Crise climatique : l’Amazonie a soif

 | Par InfoAmazônia

Source : Outras Mídias (InfoAmazônia (Jullie Pereira, Renata Hirota et Carolina Passos)
Publié le 28 janvier 2025
Traduction : Lucca ROCHA
Relecture : Emma BERTHOMÉ

Presque 60% des communes amazoniennes ont été confrontées à un certain degré de sécheresse pendant toute l’année écoulée. Les villes où la situation est plus grave ont des maires opposés à la cause environnementale, selon le sondage. La lutte contre la sécheresse se résume à l’assistance, à l’envoi de membres de brigades et à la canalisation des rivières.

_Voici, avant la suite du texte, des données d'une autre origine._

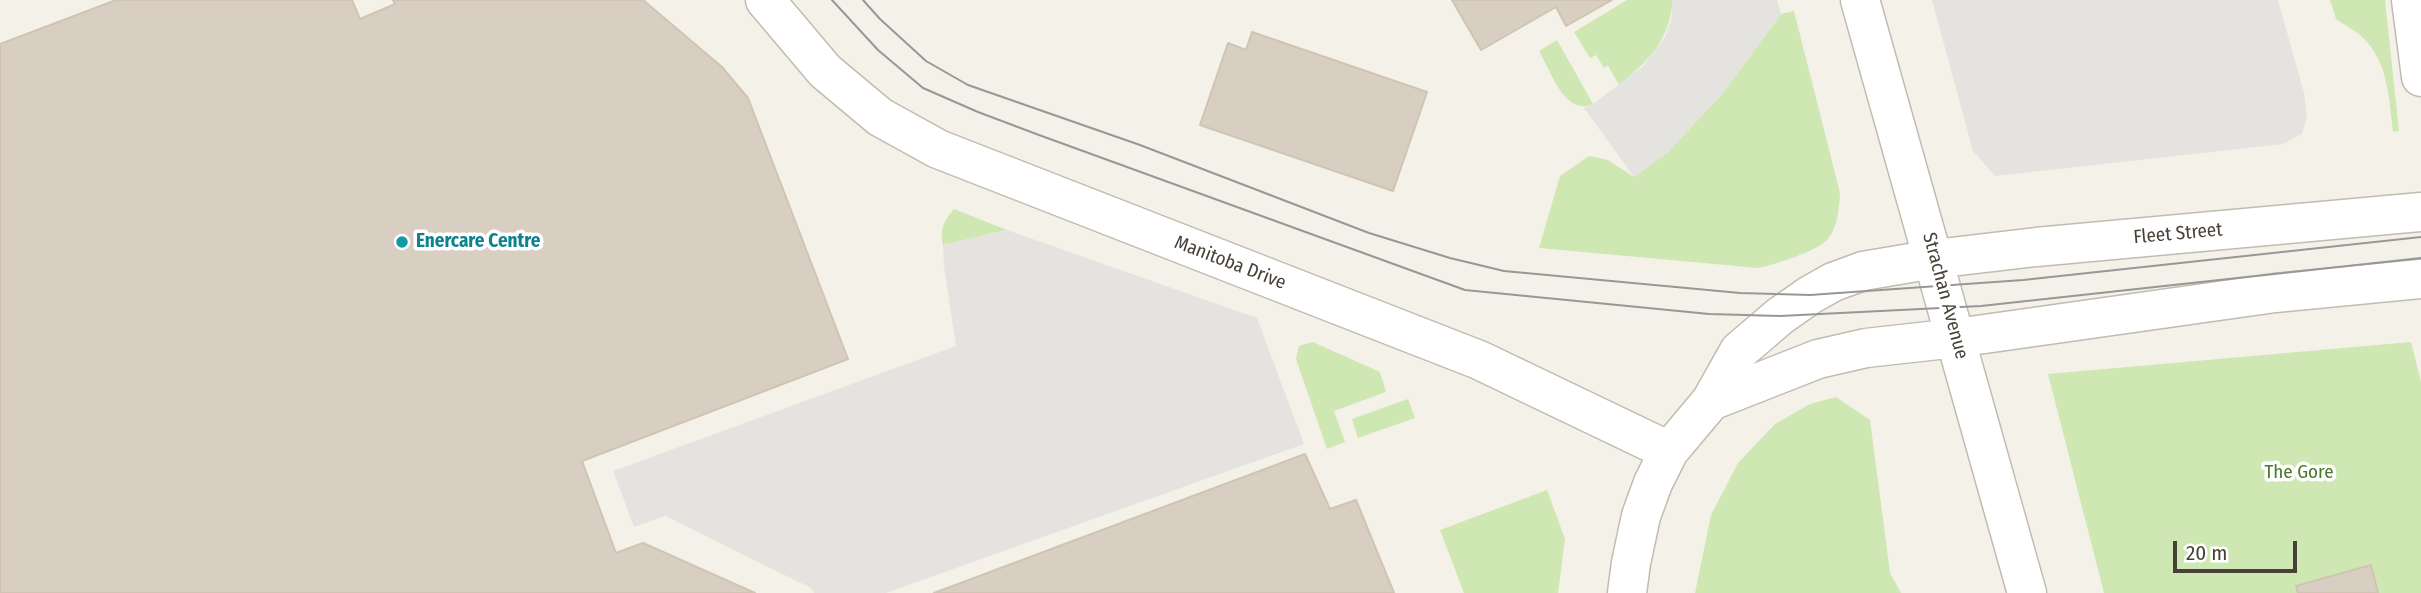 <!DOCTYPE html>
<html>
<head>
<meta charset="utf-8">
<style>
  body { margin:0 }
  #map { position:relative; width:2421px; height:593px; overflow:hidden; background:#f4f1e9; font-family:"Fira Sans Condensed",sans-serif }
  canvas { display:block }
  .scale { position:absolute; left:2173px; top:541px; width:124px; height:32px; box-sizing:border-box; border:4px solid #474138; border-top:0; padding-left:9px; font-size:21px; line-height:24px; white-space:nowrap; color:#474138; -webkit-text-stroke:5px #fff; paint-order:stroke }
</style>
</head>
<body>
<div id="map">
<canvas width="2421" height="593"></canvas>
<div class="scale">20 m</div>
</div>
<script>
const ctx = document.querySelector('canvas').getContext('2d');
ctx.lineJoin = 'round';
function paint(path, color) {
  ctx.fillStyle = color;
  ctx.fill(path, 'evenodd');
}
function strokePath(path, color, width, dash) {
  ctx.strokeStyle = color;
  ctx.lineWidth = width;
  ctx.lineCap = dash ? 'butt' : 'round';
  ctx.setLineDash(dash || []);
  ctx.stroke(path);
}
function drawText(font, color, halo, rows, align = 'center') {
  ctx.font = font + ' "Fira Sans Condensed",sans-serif';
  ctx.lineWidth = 7;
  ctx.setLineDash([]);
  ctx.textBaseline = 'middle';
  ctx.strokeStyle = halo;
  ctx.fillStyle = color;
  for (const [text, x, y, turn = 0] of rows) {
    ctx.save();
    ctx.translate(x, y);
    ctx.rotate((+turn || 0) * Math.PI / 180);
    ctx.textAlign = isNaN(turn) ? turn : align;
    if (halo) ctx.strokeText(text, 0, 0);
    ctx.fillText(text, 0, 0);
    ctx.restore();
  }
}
paint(new Path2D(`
  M 1627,0 L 1673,0 C 1668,43 1651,58 1619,85 L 1608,66 L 1604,68 L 1596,55 L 1590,58 L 1574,32 Z
  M 2330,0 L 2385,0 L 2399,131 L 2393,132 C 2389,98 2388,58 2359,34 C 2352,29 2343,24 2336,19 Z
  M 1794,11 L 1840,193 C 1839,208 1838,229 1826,241 C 1814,252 1774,265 1758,268 L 1539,248 L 1560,176 L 1589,156 L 1608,160 L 1634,177 L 1667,153 L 1721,95 L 1781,14 Z
  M 1557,40 L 1593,104 C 1565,117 1551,71 1539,51 Z
  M 954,209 L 1007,230 L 943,245 C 939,231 944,220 954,209 Z
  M 1313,342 L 1380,372 L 1386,392 L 1334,411 L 1345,442 L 1327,449 L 1296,359 L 1299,346 Z
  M 2411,342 L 2421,382 L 2421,593 L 2104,593 L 2048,374 Z
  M 1836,397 L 1870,420 L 1890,573 L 1901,593 L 1695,593 L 1711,515 L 1738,463 L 1775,424 L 1810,404 Z
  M 1408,399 L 1415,418 L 1358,438 L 1352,419 Z
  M 1547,490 L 1565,539 L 1558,593 L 1464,593 L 1440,530 Z`), '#cfe7b3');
paint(new Path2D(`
  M 1673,0 L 1777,0 L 1781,14 L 1721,95 L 1667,153 L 1634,177 L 1584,108 L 1593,104 L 1643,66 L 1664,39 L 1671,21 Z
  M 1932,0 L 2278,0 L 2304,93 L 2307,117 L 2302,134 L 2283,144 L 1995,176 L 1973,151 Z
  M 1007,230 L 1257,318 L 1304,444 L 886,593 L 814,593 L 811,588 L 665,516 L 634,527 L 613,471 L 956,346 L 944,267 L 943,245 Z`), '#e5e3e0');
const building = new Path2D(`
  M 116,0 L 352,0 L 360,19 L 395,4 L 393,0 L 643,0 L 722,67 L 748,98 L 848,359 L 582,461 L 616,553 L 643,543 L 755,593 L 0,593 L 0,44 Z
  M 1452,0 L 1612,0 L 1566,26 L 1556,7 L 1481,50 Z
  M 1252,32 L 1427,92 L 1393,191 L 1200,125 L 1228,43 L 1246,50 Z
  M 1305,454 L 1330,509 L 1356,500 L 1394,593 L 934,593 Z
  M 2371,565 L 2378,593 L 2298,593 L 2296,586 Z`);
paint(building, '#d8cfc2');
strokePath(building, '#d0c4b2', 2);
const minor = new Path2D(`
  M 2411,0 L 2421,77`);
const tertiary = new Path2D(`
  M 765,0 L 825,71 L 880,117 L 938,149 L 1479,360 L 1669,451
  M 1860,0 L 2027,593
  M 1711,401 L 1818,359 L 1866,348 L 1956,338 L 2275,293 L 2421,279
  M 1627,593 L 1631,563 L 1641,516 L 1653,483 L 1669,451 L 1711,401 L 1739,351 L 1780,316 L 1810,295 L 1833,282 L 1863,271 L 1934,259 L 2036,247 L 2421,212`);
strokePath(minor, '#c2bbaf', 41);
strokePath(tertiary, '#c2bbaf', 41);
strokePath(minor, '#fff', 38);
strokePath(tertiary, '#fff', 38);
strokePath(new Path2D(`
  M 832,0 L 878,50 L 923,88 L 978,112 L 1039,135 L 1465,290 L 1709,314 L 1780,316 L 1981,306 L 2421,258
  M 863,0 L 880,19 L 926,61 L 968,85 L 1140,145 L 1369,233 L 1450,258 L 1504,271 L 1740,293 L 1810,295 L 2023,280 L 2421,237`), '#979797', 2);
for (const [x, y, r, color] of [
  [402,242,7,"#0f9aa8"]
]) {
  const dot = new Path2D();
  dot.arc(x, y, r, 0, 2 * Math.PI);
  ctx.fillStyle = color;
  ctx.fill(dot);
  strokePath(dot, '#fff', 2.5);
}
drawText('19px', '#474138', '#fff', [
  ["Fleet Street",2178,234,-5],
  ["Manitoba Drive",1230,263,21],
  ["Strachan Avenue",1945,296,75]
]);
drawText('bold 19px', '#0d838f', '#fff', [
  ["Enercare Centre",416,242]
], 'left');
drawText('19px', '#48782c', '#fff', [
  ["The Gore",2299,473]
]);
</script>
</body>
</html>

Plus de la moitié des communes de l’Amazonie légale [1] ont été touchées par la sécheresse pendant toute l’année 2024. Une analyse exclusive d’InfoAmazonia, basée sur les données du Centre national de surveillance et d’alerte des catastrophes naturelles (CEMADEN), révèle que sur les 772 communes de la région, 459 (59,5 %) ont souffert de ce problème climatique entre le 1er janvier et le 31 décembre de l’année dernière.

En septembre, au plus fort de l’été en Amazonie, la quasi-totalité des villes se trouvait dans une situation de sécheresse plus ou moins grave : 759 (98,3 %). À l’époque, le rapport a remonté le fleuve Solimões entre les municipalités de Tefé et Uarini, dans l’Amazonas, et a accompagné Ernan Pereira, un pilote qui soutient l’organisation scientifique Institut de développement durable Mamirauá, et a emmené les chercheurs dans les communautés riveraines touchées par le manque d’eau.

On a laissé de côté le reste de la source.